The woman stopped talking and stared into the bushes as if transported to a different place and a different time.

“Who are you?” Erlendur asked.

“Mum loved green. She said green was the colour of hope.”

She snapped out of her trance.

“My name’s Mikkelina,” she said. Then she seemed to falter. “He was a monster,” she said. “Full of uncontrollable hatred and rage.”

23

It was approaching 10 p.m., the temperature was dropping on the hill and Erlendur asked Mikkelina whether they ought not to get in his car. Or they could talk some more tomorrow. It was late and…

“Let’s get in your car,” she said, and set off. She moved slowly and lurched to one side with every step that she took with her club foot. Erlendur walked just ahead of her and showed her to his car, opened the door and helped her in. Then he walked round the front of the car. He couldn’t work out how Mikkelina had got to the hill. She didn’t seem to have driven.

“Did you take a taxi here?” he asked as he sat down behind the wheel. He started the engine, which was still hot, and they soon warmed up.

“Simon gave me a lift,” she said. “He’ll be back to collect me soon.”

“We’ve tried to gather information about the people who lived on the hill — I presume it’s your family — and some of what we’ve heard, mostly from old people, sounds strange. One story is about the Gasworks by Hlemmur.”

“He teased her about the Gasworks,” Mikkelina said, “but I don’t think she was the product of some doomsday orgy there as he said. It could just as easily have been him. I think that insult was levelled at him once, he might even have been teased about it, maybe when he was younger, maybe later, and he transferred it to her.”

“So you think your father was one of the Gasworks kids?”
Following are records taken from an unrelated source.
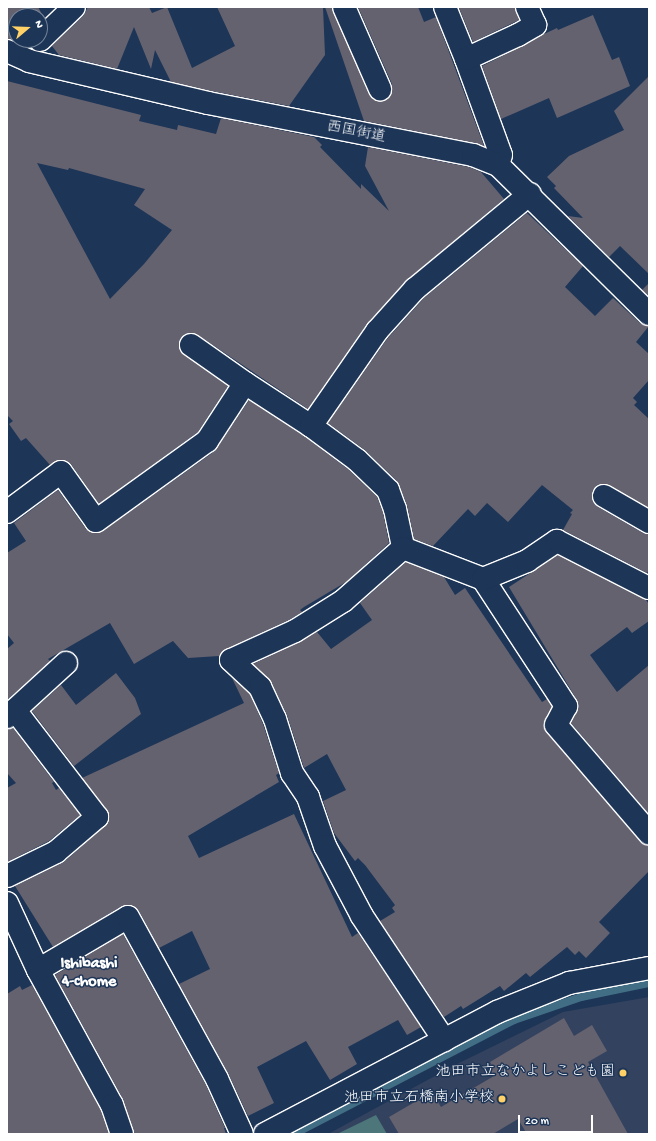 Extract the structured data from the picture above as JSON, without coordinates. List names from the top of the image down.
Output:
{
  "streets": {
    "street": ["西国街道"]
  },
  "districts": ["Ishibashi 4-chome"],
  "places": ["池田市立なかよしこども園", "池田市立石橋南小学校"],
  "scale_bar": "20 m",
  "north": "right"
} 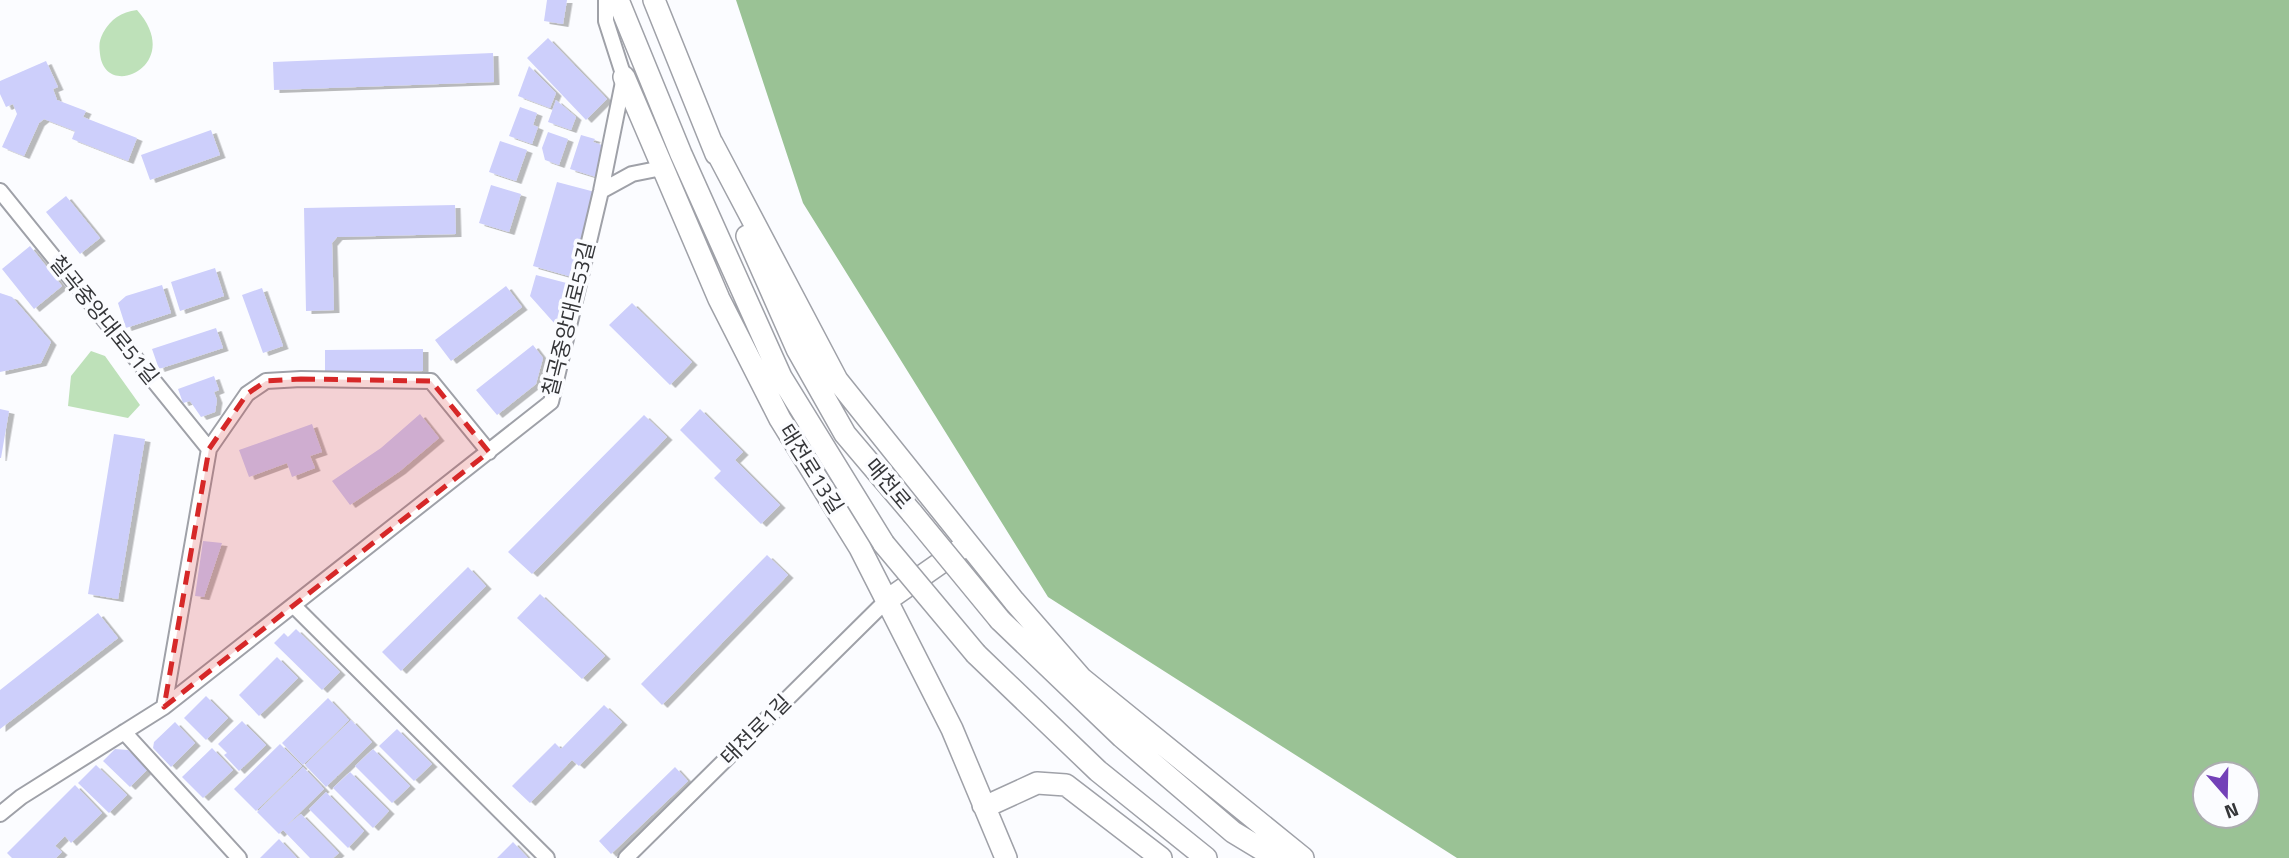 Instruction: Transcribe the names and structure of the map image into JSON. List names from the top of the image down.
{
  "streets": {
    "main road": ["태전로13길", "매천로"],
    "street": ["칠곡중앙대로53길", "칠곡중앙대로51길", "태전로1길"]
  },
  "crossings": [
    ["칠곡중앙대로53길", "태전로13길"],
    ["태전로13길", "태전로1길"]
  ],
  "north": "bottom"
} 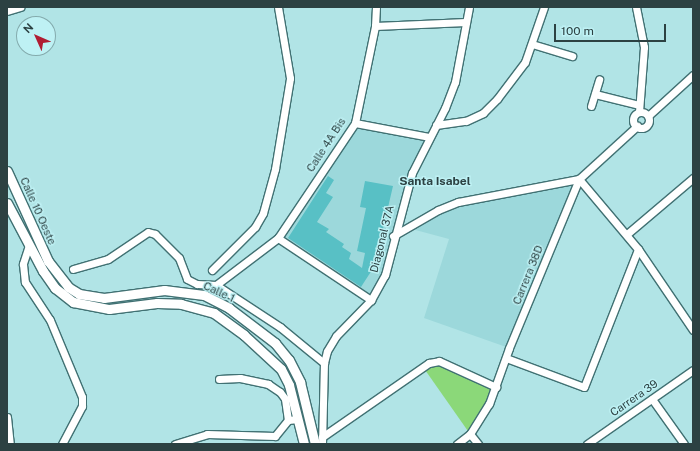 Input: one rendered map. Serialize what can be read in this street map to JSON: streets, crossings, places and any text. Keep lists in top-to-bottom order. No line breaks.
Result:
{"streets":{"main road":["Calle 10 Oeste","Calle 1"],"street":["Calle 4A Bis","Diagonal 37A","Carrera 38D","Carrera 39"]},"crossings":[["Calle 10 Oeste","Calle 1"]],"districts":["Santa Isabel"],"scale_bar":"100 m","north":"top left"} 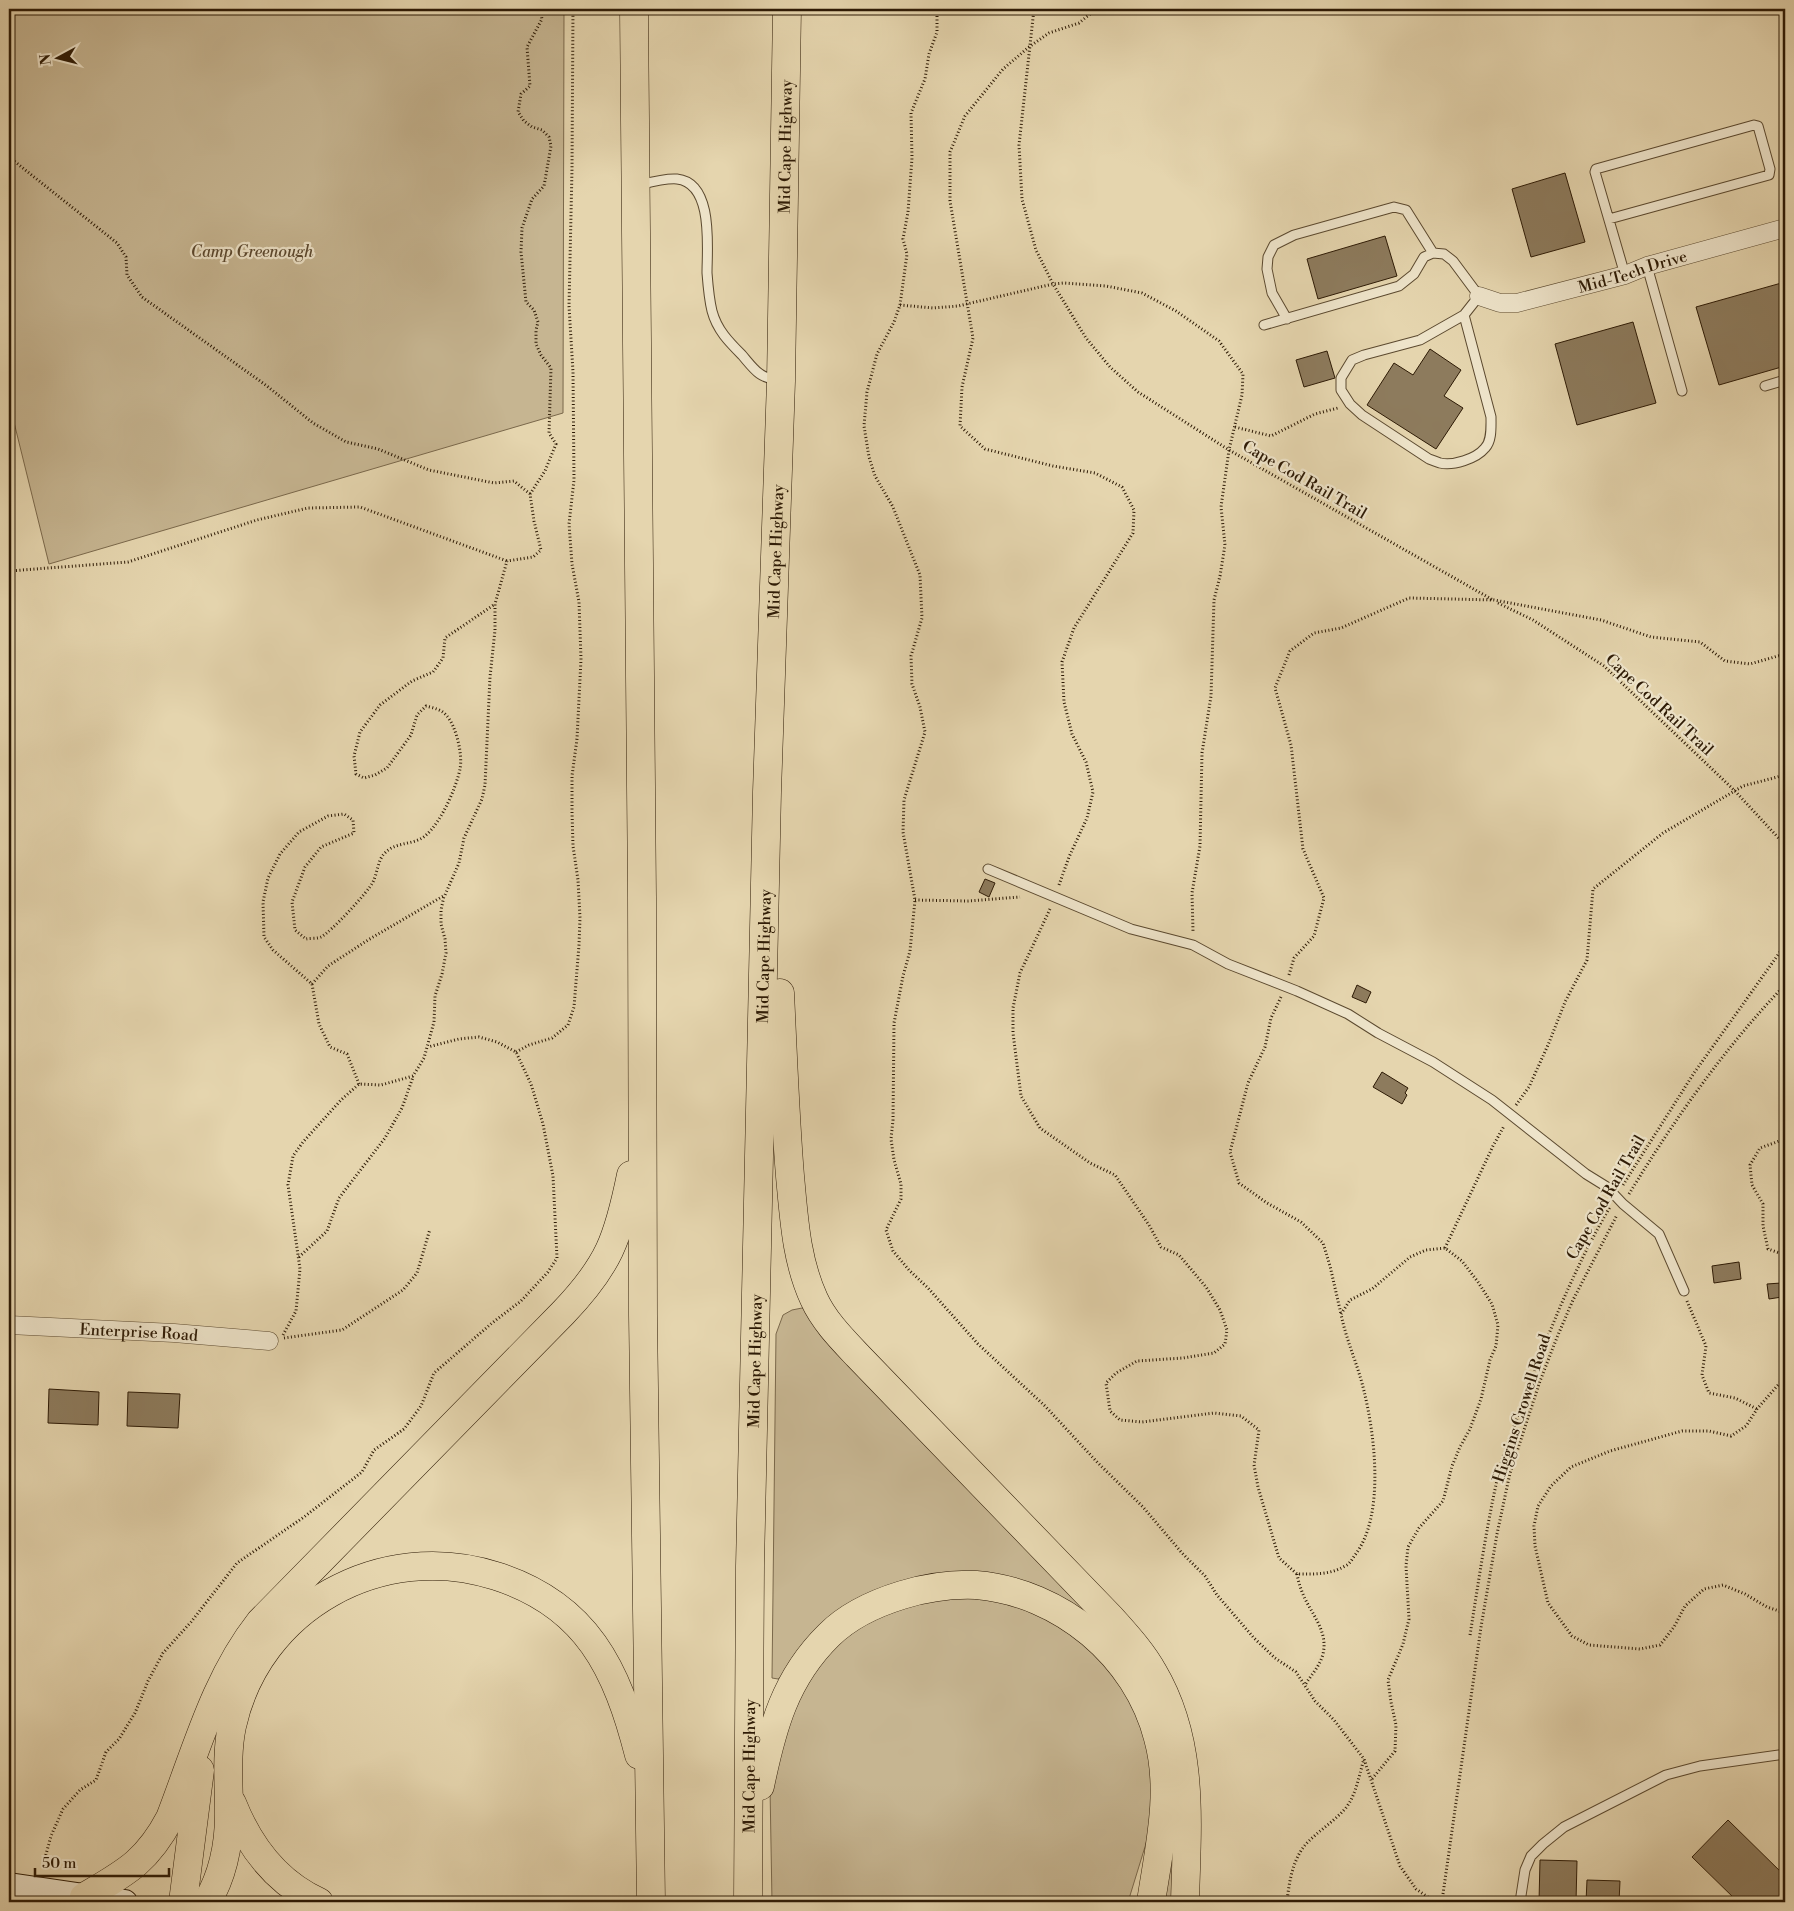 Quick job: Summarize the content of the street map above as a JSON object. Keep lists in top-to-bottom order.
{
  "streets": {
    "highway": ["Mid Cape Highway"],
    "street": ["Mid-Tech Drive", "Enterprise Road"],
    "path": ["Cape Cod Rail Trail", "Higgins Crowell Road"]
  },
  "parks": ["Camp Greenough"],
  "scale_bar": "50 m",
  "north": "left"
} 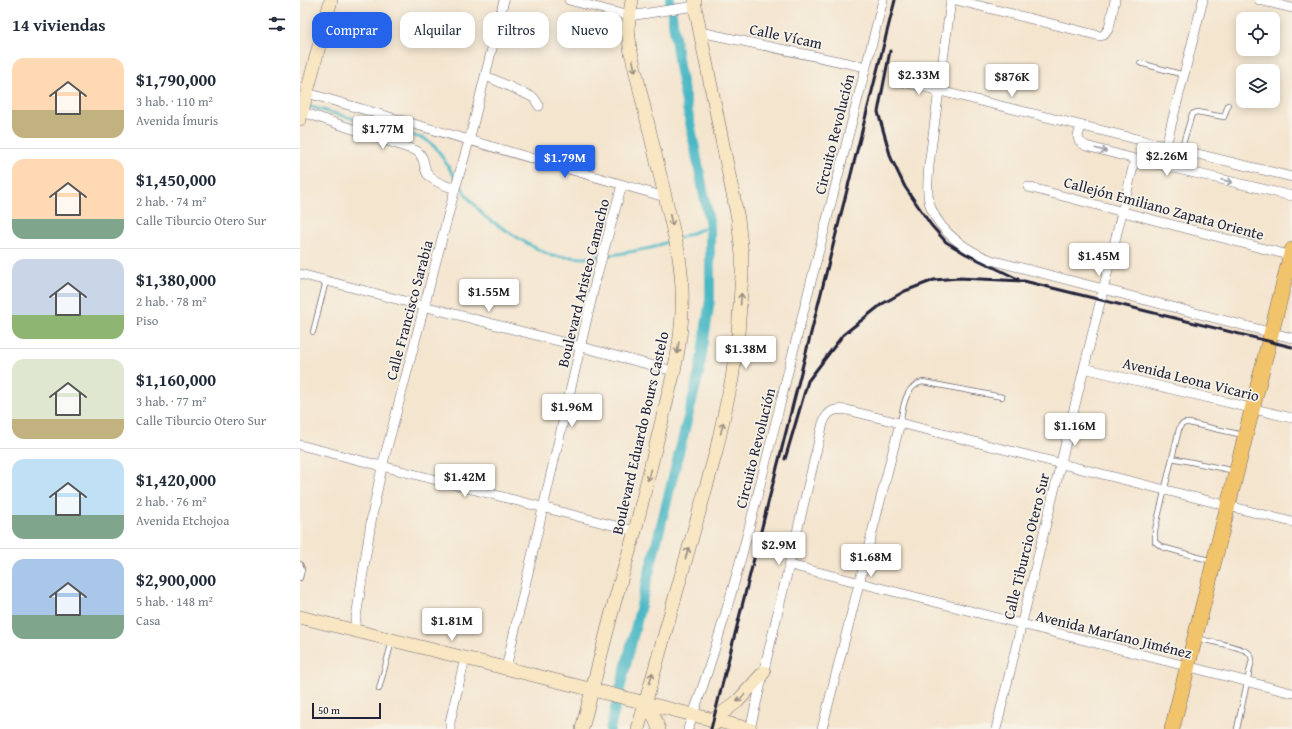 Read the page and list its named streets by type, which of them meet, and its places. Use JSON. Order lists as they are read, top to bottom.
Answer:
{
  "streets": {
    "main road": ["Boulevard Eduardo Bours Castelo"],
    "street": [
      "Calle Vícam",
      "Circuito Revolución",
      "Callejón Emiliano Zapata Oriente",
      "Boulevard Aristeo Camacho",
      "Calle Francisco Sarabia",
      "Avenida Leona Vicario",
      "Calle Tiburcio Otero Sur",
      "Avenida Maríano Jiménez"
    ]
  },
  "crossings": [
    ["Calle Vícam", "Circuito Revolución"],
    ["Callejón Emiliano Zapata Oriente", "Calle Tiburcio Otero Sur"],
    ["Avenida Leona Vicario", "Calle Tiburcio Otero Sur"],
    ["Calle Tiburcio Otero Sur", "Avenida Maríano Jiménez"]
  ],
  "scale_bar": "50 m",
  "page": {
    "heading": "14 viviendas",
    "chip": [
      "Comprar",
      "Alquilar",
      "Filtros",
      "Nuevo"
    ],
    "list": [
      {
        "name": "$1,790,000",
        "note": "3 hab. · 110 m² · Avenida Ímuris"
      },
      {
        "name": "$1,450,000",
        "note": "2 hab. · 74 m² · Calle Tiburcio Otero Sur"
      },
      {
        "name": "$1,380,000",
        "note": "2 hab. · 78 m² · Piso"
      },
      {
        "name": "$1,160,000",
        "note": "3 hab. · 77 m² · Calle Tiburcio Otero Sur"
      },
      {
        "name": "$1,420,000",
        "note": "2 hab. · 76 m² · Avenida Etchojoa"
      },
      {
        "name": "$2,900,000",
        "note": "5 hab. · 148 m² · Casa"
      }
    ],
    "price": [
      "$2.33M",
      "$876K",
      "$1.77M",
      "$2.26M",
      "$1.79M",
      "$1.45M",
      "$1.55M",
      "$1.38M",
      "$1.96M",
      "$1.16M",
      "$1.42M",
      "$2.9M",
      "$1.68M",
      "$1.81M"
    ],
    "scale": "50 m"
  }
}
“He wasn’t my father,” Mikkelina said. “My father was lost at sea. He was a fisherman and my mother loved him. That was my only consolation in life when I was a child. That he was not my father. He hated me in particular. The cripple. Because of my condition. I had an illness at the age of three that left me paralysed and I lost my power of speech. He thought I was retarded, but my mind was normal. I never had any therapy, which people take for granted nowadays. And I never told anyone, because I lived forever in fear of that man. It’s not unusual for children who experience a trauma to become reticent and even dumb. I presume that happened to me. It wasn’t until later that I learned to walk and started talking and got an education. I’ve got a degree now. In psychology.”

She paused.

“I’ve found out who his parents were,” she went on. “I’ve searched. To understand what happened and why. I tried to dig up something about his childhood. He worked as a farmhand here and there, the last place was in Kjos around the time he met Mum. The part of his upbringing that interests me most was in Myrarsysla, at a little croft called Melur. It doesn’t exist any more. The couple who lived there had three children of their own and the parish council paid them to take others into their home. There were still paupers in the countryside at that time. The couple had a reputation for treating the poor children badly. People on neighbouring farms talked about it. His foster parents were taken to court after a child in their care died from malnutrition and neglect. An autopsy was performed on the farm under very primitive conditions, even by the standards of the time. It was a boy of eight. They took a door off its hinges and conducted the autopsy on that. Rinsed his innards in the brook on the farm. Discovered he was subjected to ‘unnecessarily harsh treatment’, as they used to call it, but they couldn’t prove that he’d died from it. He would have seen it all. Perhaps they were friends. He was in care at Melur around the same time. He’s mentioned in the case documents: undernourished with injuries on his back and legs.”